American actor (born 1951)

Christopher Walton Cooper (born July 9, 1951) is an American actor. Having debuted as a stage actor, his television breakthrough was as Sheriff July Johnson in the acclaimed Western television miniseries Lonesome Dove (1989). He has appeared in major Hollywood films, including A Time to Kill (1996), October Sky (1999), American Beauty (1999), The Bourne Identity (2002), Seabiscuit (2003), Capote (2005), Syriana (2005), The Kingdom (2007), Where the Wild Things Are (2009), The Town (2010), The Muppets (2011), Live by Night (2016), Cars 3 (2017), A Beautiful Day in the Neighborhood (2019), and Little Women (2019). He won the Academy Award and Golden Globe Award for Best Supporting Actor for Adaptation.

Cooper also played a leading role in the historical political thriller Breach (2007), as FBI agent and traitor Robert Hanssen.
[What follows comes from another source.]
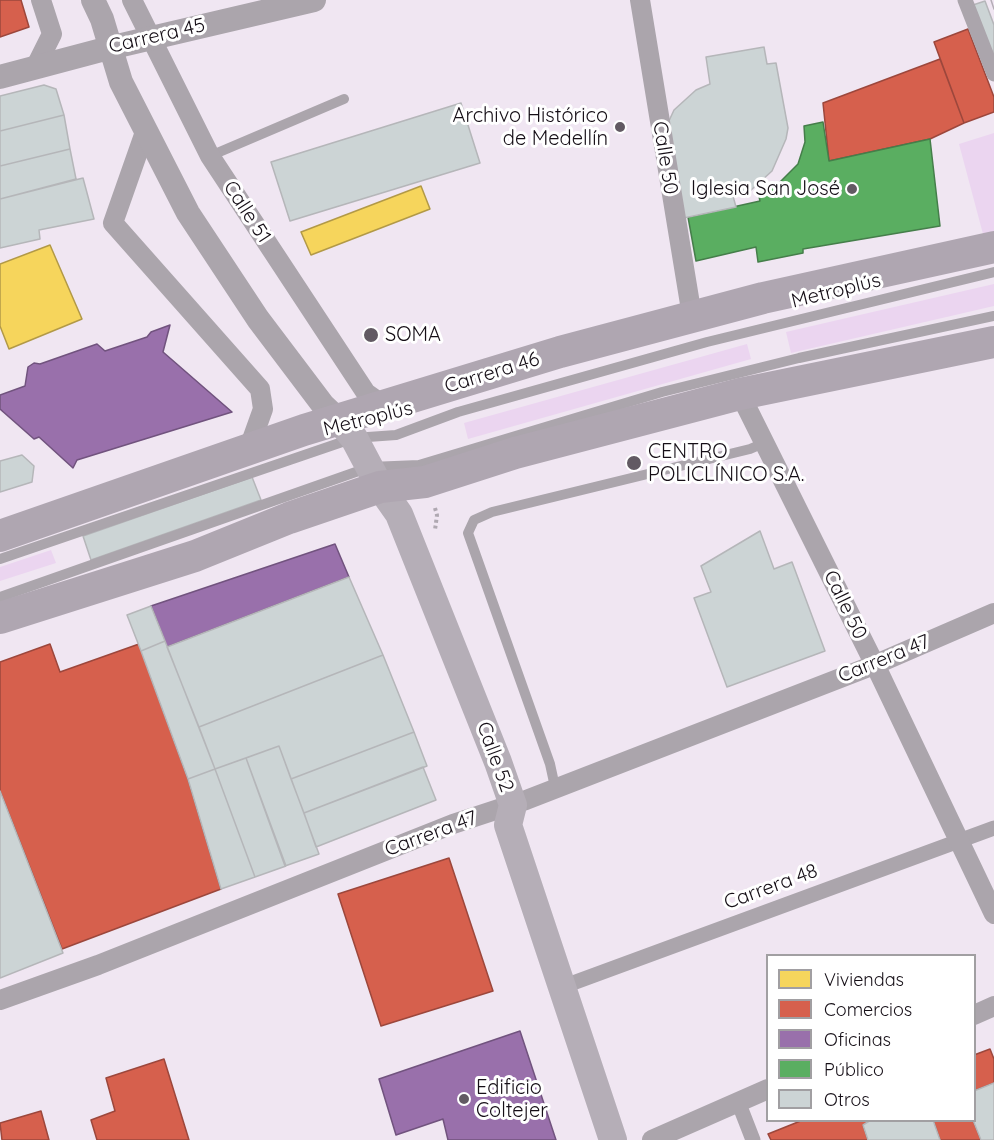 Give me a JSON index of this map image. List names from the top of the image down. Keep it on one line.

He played Daniel Sloan in the 2012 political thriller The Company You Keep, and Norman Osborn in The Amazing Spider-Man 2 (2014). He portrayed Al Templeton on the 2016 Hulu miniseries 11.22.63. He is a frequent collaborator with director John Sayles, including on Matewan (1987), City of Hope (1991), Lone Star (1996), Silver City (2004) and Amigo (2010).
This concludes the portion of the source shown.